Task brief: In the records below, which lines include "Order"? Copy them.

Exercise data:
# # # # #

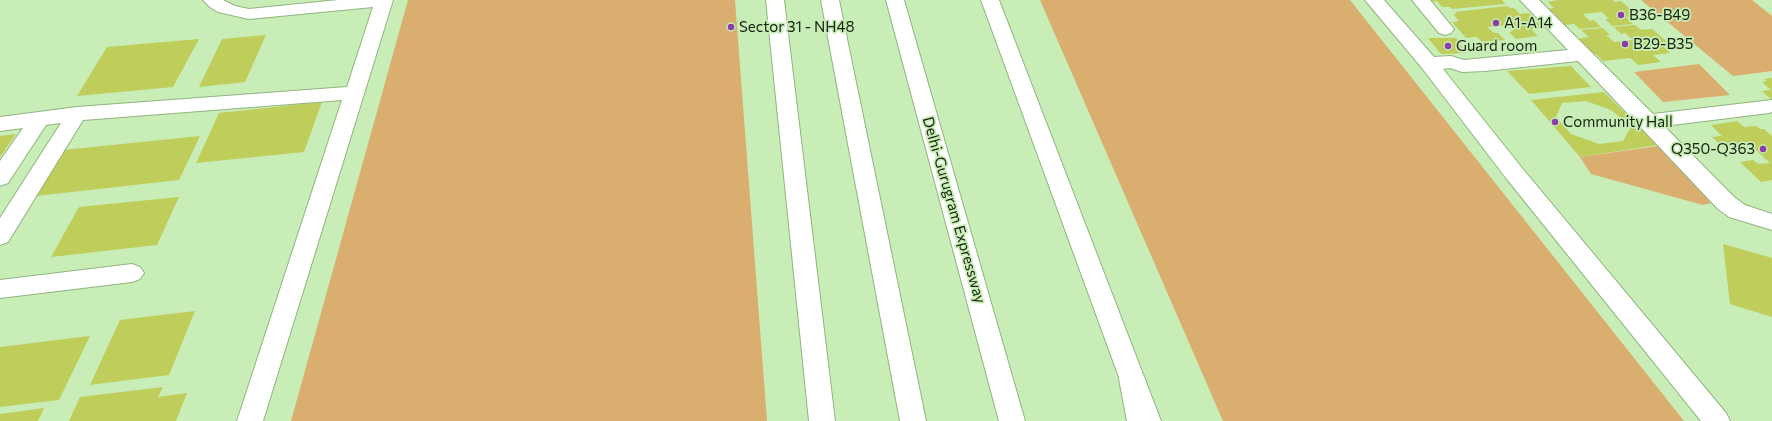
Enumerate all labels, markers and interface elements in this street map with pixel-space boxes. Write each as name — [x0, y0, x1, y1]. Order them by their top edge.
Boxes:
place label: B36-B49 — [1629, 6, 1690, 24]
marker: B36-B49 — [1616, 10, 1626, 20]
place label: A1-A14 — [1504, 14, 1553, 32]
place label: Sector 31 - NH48 — [739, 18, 855, 36]
marker: A1-A14 — [1491, 18, 1501, 28]
marker: Sector 31 - NH48 — [726, 22, 736, 32]
place label: B29-B35 — [1633, 35, 1693, 53]
place label: Guard room — [1456, 37, 1537, 55]
marker: B29-B35 — [1620, 39, 1630, 49]
marker: Guard room — [1443, 41, 1453, 51]
place label: Community Hall — [1563, 113, 1673, 131]
street label: Delhi-Gurugram Expressway — [919, 115, 989, 305]
marker: Community Hall — [1550, 117, 1560, 127]
place label: Q350-Q363 — [1671, 140, 1755, 158]
marker: Q350-Q363 — [1758, 144, 1768, 154]

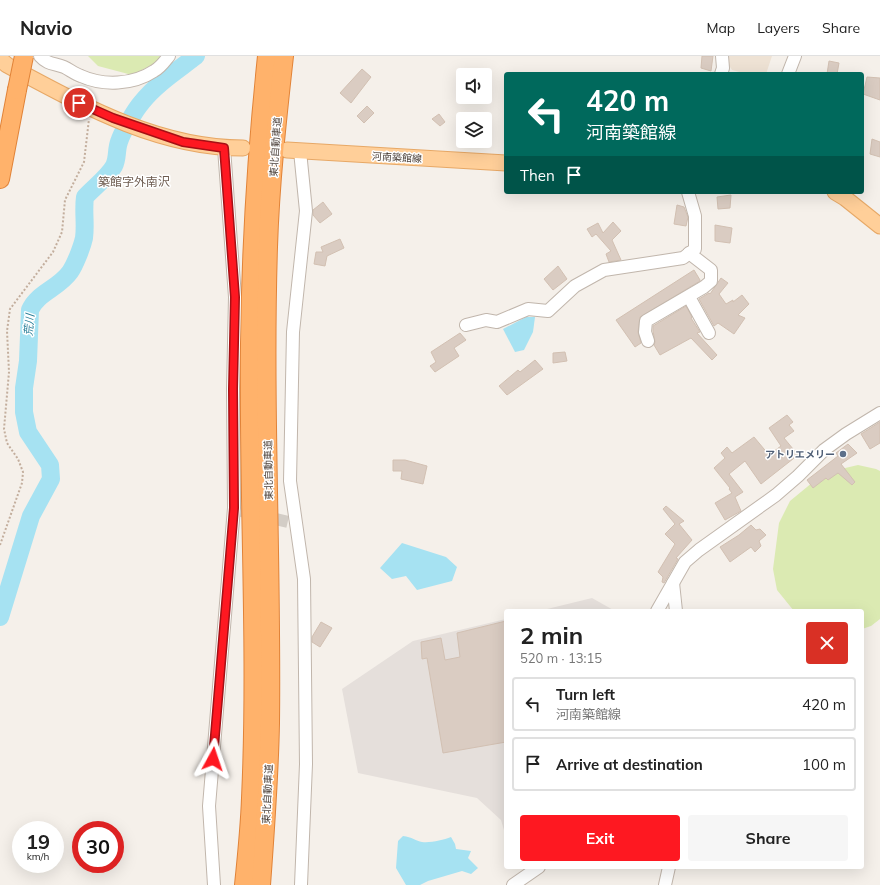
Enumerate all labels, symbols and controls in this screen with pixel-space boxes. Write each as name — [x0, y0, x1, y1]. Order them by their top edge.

# # # # #

Result for this exercise:
Enumerate all labels, markers and interface elements in this street map with pixel-space boxes. Write each as name — [x0, y0, x1, y1]. Order them by their top edge.
Enumerate all labels, symbols and controls in this screen with pixel-space boxes. Write each as name — [x0, y0, x1, y1]. Order them by their top edge.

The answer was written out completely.